## ACTIVITY
Once the line containing "Input: one rendered map. Build a gazetteer for this" is found in the listing below, return it and each line after it through the last, exactly as given.
===== INPUT RECORDS =====
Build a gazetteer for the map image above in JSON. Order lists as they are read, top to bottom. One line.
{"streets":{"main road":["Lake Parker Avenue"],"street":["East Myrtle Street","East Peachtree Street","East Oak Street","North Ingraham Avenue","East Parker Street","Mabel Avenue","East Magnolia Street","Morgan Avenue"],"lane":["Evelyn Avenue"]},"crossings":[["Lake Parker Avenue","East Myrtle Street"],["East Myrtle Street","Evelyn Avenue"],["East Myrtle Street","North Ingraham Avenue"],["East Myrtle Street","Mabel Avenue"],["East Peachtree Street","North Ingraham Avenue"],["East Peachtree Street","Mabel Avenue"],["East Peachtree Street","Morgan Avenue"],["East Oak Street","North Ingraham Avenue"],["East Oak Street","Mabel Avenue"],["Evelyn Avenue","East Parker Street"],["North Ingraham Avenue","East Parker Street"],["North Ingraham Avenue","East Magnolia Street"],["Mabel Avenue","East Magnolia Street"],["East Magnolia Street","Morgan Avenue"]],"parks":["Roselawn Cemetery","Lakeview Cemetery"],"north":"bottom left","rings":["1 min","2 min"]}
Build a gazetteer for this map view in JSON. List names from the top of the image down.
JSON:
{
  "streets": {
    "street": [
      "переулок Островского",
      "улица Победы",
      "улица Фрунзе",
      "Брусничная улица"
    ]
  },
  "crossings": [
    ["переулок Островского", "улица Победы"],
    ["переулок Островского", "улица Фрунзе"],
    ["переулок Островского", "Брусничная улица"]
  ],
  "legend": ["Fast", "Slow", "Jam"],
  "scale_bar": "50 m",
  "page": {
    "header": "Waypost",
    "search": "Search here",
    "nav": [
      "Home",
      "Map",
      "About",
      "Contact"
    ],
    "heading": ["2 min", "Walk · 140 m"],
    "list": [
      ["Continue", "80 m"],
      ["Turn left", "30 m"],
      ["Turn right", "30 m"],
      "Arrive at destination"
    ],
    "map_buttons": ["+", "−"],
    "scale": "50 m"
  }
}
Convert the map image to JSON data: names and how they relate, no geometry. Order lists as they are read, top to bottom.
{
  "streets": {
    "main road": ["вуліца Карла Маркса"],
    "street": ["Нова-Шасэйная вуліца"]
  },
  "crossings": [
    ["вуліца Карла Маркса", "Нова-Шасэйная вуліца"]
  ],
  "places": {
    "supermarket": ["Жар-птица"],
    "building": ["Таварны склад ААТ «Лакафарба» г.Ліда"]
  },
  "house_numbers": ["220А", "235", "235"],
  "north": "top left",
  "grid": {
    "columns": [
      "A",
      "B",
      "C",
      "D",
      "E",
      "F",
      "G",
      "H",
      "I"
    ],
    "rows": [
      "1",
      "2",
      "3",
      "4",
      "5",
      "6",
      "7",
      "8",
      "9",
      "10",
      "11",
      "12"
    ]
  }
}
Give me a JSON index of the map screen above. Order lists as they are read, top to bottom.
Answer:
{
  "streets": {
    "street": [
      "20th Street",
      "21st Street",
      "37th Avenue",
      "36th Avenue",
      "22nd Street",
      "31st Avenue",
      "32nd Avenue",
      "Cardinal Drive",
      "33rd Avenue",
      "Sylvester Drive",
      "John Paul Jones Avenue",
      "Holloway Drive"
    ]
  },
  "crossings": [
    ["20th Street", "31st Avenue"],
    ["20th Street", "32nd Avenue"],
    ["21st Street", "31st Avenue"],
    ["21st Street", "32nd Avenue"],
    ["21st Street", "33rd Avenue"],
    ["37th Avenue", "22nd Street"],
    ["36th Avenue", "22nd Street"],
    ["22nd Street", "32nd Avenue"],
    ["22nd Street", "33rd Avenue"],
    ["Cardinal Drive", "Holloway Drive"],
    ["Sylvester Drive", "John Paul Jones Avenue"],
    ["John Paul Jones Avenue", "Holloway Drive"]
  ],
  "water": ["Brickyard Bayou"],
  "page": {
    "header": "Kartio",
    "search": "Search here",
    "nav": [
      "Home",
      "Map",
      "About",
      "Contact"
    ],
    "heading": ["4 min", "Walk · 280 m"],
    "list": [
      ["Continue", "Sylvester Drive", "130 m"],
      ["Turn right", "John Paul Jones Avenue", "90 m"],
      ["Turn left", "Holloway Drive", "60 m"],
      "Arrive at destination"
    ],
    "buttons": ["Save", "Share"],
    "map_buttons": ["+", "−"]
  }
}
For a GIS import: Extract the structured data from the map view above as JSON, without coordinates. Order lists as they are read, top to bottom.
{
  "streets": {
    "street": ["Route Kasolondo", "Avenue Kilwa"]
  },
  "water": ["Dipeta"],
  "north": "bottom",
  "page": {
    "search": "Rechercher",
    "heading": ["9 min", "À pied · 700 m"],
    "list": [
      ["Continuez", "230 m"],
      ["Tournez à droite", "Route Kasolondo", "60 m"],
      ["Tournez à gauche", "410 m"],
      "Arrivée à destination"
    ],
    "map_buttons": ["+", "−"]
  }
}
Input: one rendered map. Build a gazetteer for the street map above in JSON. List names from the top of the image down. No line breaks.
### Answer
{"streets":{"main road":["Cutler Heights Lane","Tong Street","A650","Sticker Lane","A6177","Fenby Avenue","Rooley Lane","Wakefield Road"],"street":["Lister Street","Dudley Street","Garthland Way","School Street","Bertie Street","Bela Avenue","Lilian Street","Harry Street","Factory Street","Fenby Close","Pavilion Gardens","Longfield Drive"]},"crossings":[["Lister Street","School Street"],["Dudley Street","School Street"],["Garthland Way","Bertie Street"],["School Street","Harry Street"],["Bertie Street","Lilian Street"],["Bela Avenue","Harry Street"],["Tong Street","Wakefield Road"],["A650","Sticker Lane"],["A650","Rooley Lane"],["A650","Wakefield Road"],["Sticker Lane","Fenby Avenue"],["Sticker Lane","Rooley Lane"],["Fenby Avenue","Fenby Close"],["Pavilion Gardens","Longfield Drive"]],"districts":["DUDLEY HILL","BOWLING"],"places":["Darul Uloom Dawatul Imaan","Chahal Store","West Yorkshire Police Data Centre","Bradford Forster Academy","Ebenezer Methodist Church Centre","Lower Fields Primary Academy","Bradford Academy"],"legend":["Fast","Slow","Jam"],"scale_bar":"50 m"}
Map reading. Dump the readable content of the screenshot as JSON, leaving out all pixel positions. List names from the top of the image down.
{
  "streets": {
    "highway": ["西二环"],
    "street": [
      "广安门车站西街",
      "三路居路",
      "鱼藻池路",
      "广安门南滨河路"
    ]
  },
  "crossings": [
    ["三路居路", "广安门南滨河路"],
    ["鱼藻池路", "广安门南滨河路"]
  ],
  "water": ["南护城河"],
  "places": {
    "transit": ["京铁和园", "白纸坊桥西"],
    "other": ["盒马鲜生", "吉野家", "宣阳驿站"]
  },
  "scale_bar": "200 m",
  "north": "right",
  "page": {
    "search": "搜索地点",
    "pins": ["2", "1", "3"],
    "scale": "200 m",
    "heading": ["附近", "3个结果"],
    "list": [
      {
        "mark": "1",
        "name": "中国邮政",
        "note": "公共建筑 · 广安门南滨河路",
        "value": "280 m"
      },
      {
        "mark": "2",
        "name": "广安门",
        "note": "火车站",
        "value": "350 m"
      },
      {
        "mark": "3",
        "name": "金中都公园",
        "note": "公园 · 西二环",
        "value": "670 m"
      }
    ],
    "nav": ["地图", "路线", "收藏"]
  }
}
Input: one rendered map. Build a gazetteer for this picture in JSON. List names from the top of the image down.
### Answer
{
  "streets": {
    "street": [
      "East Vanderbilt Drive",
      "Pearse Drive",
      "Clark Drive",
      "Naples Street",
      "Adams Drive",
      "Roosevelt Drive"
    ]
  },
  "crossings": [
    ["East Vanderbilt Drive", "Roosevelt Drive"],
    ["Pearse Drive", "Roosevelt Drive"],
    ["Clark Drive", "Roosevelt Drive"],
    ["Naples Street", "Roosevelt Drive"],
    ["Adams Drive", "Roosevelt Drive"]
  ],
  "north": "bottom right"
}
=====
## RESULT OF THE EXERCISE
Input: one rendered map. Build a gazetteer for this picture in JSON. List names from the top of the image down.
### Answer
{
  "streets": {
    "street": [
      "East Vanderbilt Drive",
      "Pearse Drive",
      "Clark Drive",
      "Naples Street",
      "Adams Drive",
      "Roosevelt Drive"
    ]
  },
  "crossings": [
    ["East Vanderbilt Drive", "Roosevelt Drive"],
    ["Pearse Drive", "Roosevelt Drive"],
    ["Clark Drive", "Roosevelt Drive"],
    ["Naples Street", "Roosevelt Drive"],
    ["Adams Drive", "Roosevelt Drive"]
  ],
  "north": "bottom right"
}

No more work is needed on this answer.